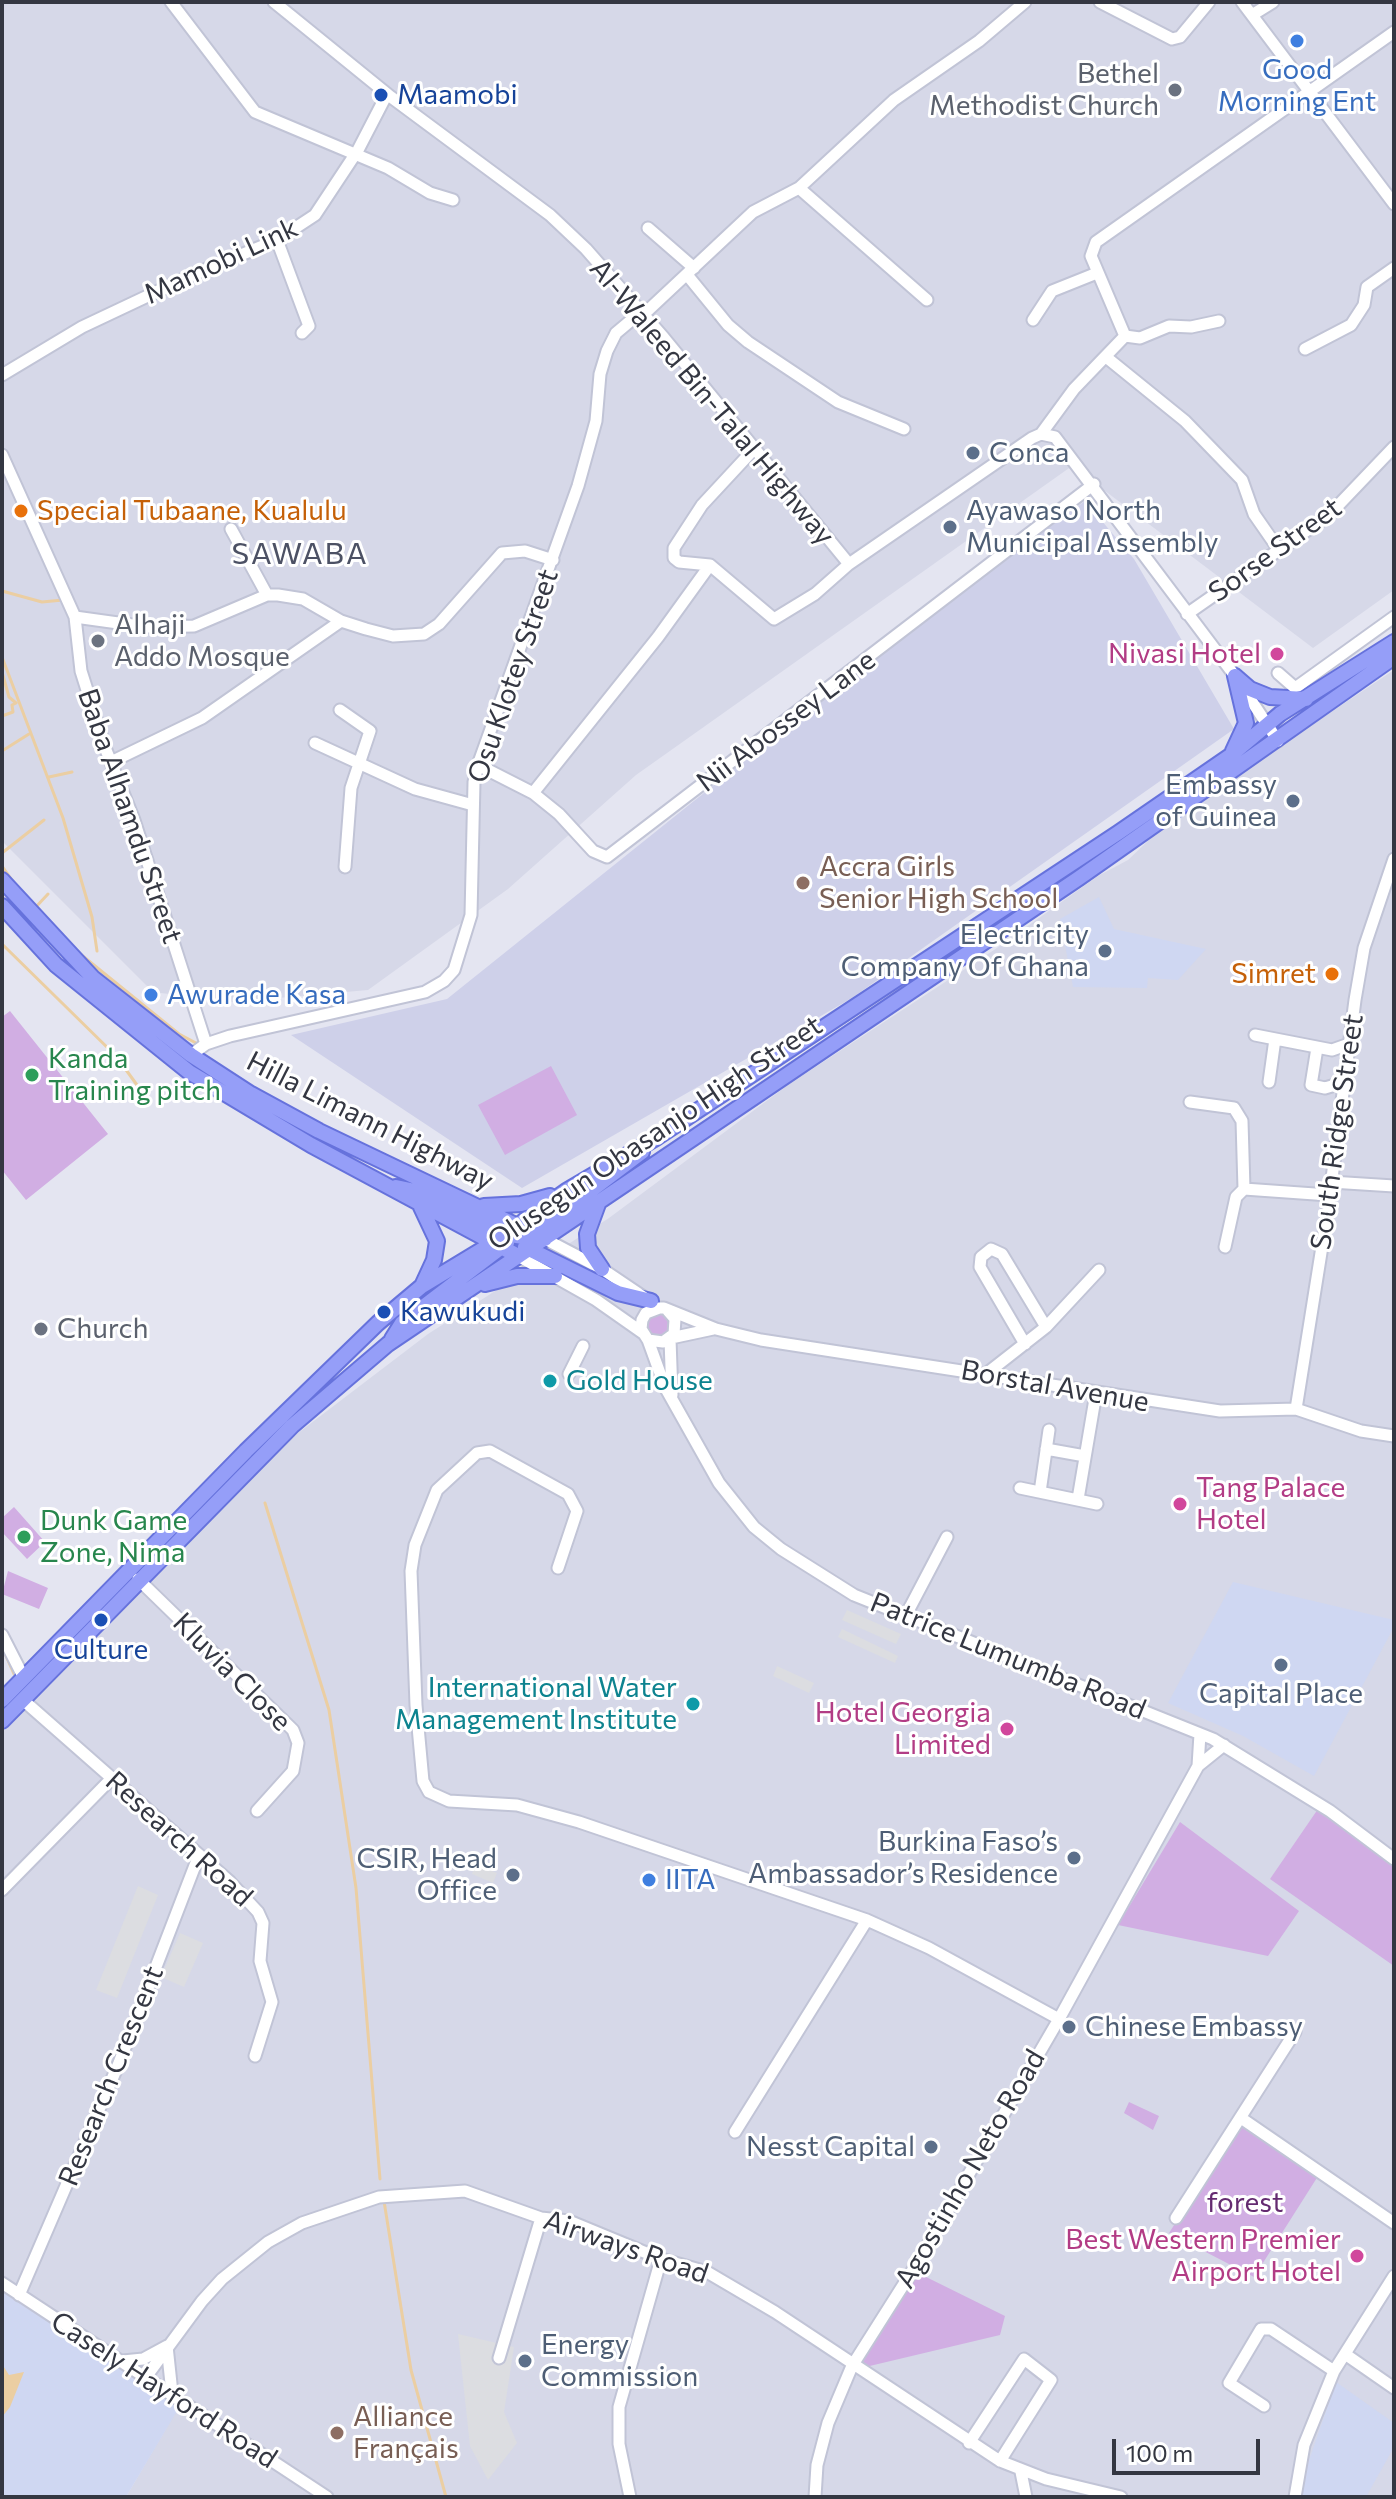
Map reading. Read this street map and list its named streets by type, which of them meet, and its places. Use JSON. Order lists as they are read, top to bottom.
{
  "streets": {
    "main road": ["Hilla Limann Highway", "Olusegun Obasanjo High Street"],
    "street": [
      "Mamobi Link",
      "Al-Waleed Bin-Talal Highway",
      "Sorse Street",
      "Osu Klotey Street",
      "Nii Abossey Lane",
      "Baba Alhamdu Street",
      "South Ridge Street",
      "Borstal Avenue",
      "Patrice Lumumba Road",
      "Kluvia Close",
      "Research Road",
      "Research Crescent",
      "Agostinho Neto Road",
      "Airways Road",
      "Casely Hayford Road"
    ]
  },
  "crossings": [
    ["Mamobi Link", "Al-Waleed Bin-Talal Highway"],
    ["Al-Waleed Bin-Talal Highway", "Osu Klotey Street"],
    ["Osu Klotey Street", "Nii Abossey Lane"],
    ["Osu Klotey Street", "Baba Alhamdu Street"],
    ["Osu Klotey Street", "Hilla Limann Highway"],
    ["Hilla Limann Highway", "Olusegun Obasanjo High Street"],
    ["South Ridge Street", "Borstal Avenue"],
    ["Olusegun Obasanjo High Street", "Kluvia Close"],
    ["Olusegun Obasanjo High Street", "Research Road"],
    ["Borstal Avenue", "Patrice Lumumba Road"],
    ["Patrice Lumumba Road", "Agostinho Neto Road"],
    ["Research Road", "Research Crescent"],
    ["Research Crescent", "Casely Hayford Road"],
    ["Agostinho Neto Road", "Airways Road"],
    ["Airways Road", "Casely Hayford Road"]
  ],
  "districts": ["SAWABA"],
  "parks": ["forest"],
  "places": [
    "Good Morning Ent",
    "Bethel Methodist Church",
    "Maamobi",
    "Conca",
    "Special Tubaane, Kualulu",
    "Ayawaso North Municipal Assembly",
    "Alhaji Addo Mosque",
    "Nivasi Hotel",
    "Embassy of Guinea",
    "Accra Girls Senior High School",
    "Electricity Company Of Ghana",
    "Simret",
    "Awurade Kasa",
    "Kanda Training pitch",
    "Kawukudi",
    "Church",
    "Gold House",
    "Tang Palace Hotel",
    "Dunk Game Zone, Nima",
    "Culture",
    "Capital Place",
    "International Water Management Institute",
    "Hotel Georgia Limited",
    "Burkina Faso’s Ambassador’s Residence",
    "CSIR, Head Office",
    "IITA",
    "Chinese Embassy",
    "Nesst Capital",
    "Best Western Premier Airport Hotel",
    "Energy Commission",
    "Alliance Français"
  ],
  "scale_bar": "100 m"
}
◇ ◇ ◇ ◇
### TO DO
Take the preceding listing and transcribe it exactly, skipping the pictures.

### REPLY TO THE EXERCISE
Map reading. Read this street map and list its named streets by type, which of them meet, and its places. Use JSON. Order lists as they are read, top to bottom.
{
  "streets": {
    "main road": ["Hilla Limann Highway", "Olusegun Obasanjo High Street"],
    "street": [
      "Mamobi Link",
      "Al-Waleed Bin-Talal Highway",
      "Sorse Street",
      "Osu Klotey Street",
      "Nii Abossey Lane",
      "Baba Alhamdu Street",
      "South Ridge Street",
      "Borstal Avenue",
      "Patrice Lumumba Road",
      "Kluvia Close",
      "Research Road",
      "Research Crescent",
      "Agostinho Neto Road",
      "Airways Road",
      "Casely Hayford Road"
    ]
  },
  "crossings": [
    ["Mamobi Link", "Al-Waleed Bin-Talal Highway"],
    ["Al-Waleed Bin-Talal Highway", "Osu Klotey Street"],
    ["Osu Klotey Street", "Nii Abossey Lane"],
    ["Osu Klotey Street", "Baba Alhamdu Street"],
    ["Osu Klotey Street", "Hilla Limann Highway"],
    ["Hilla Limann Highway", "Olusegun Obasanjo High Street"],
    ["South Ridge Street", "Borstal Avenue"],
    ["Olusegun Obasanjo High Street", "Kluvia Close"],
    ["Olusegun Obasanjo High Street", "Research Road"],
    ["Borstal Avenue", "Patrice Lumumba Road"],
    ["Patrice Lumumba Road", "Agostinho Neto Road"],
    ["Research Road", "Research Crescent"],
    ["Research Crescent", "Casely Hayford Road"],
    ["Agostinho Neto Road", "Airways Road"],
    ["Airways Road", "Casely Hayford Road"]
  ],
  "districts": ["SAWABA"],
  "parks": ["forest"],
  "places": [
    "Good Morning Ent",
    "Bethel Methodist Church",
    "Maamobi",
    "Conca",
    "Special Tubaane, Kualulu",
    "Ayawaso North Municipal Assembly",
    "Alhaji Addo Mosque",
    "Nivasi Hotel",
    "Embassy of Guinea",
    "Accra Girls Senior High School",
    "Electricity Company Of Ghana",
    "Simret",
    "Awurade Kasa",
    "Kanda Training pitch",
    "Kawukudi",
    "Church",
    "Gold House",
    "Tang Palace Hotel",
    "Dunk Game Zone, Nima",
    "Culture",
    "Capital Place",
    "International Water Management Institute",
    "Hotel Georgia Limited",
    "Burkina Faso’s Ambassador’s Residence",
    "CSIR, Head Office",
    "IITA",
    "Chinese Embassy",
    "Nesst Capital",
    "Best Western Premier Airport Hotel",
    "Energy Commission",
    "Alliance Français"
  ],
  "scale_bar": "100 m"
}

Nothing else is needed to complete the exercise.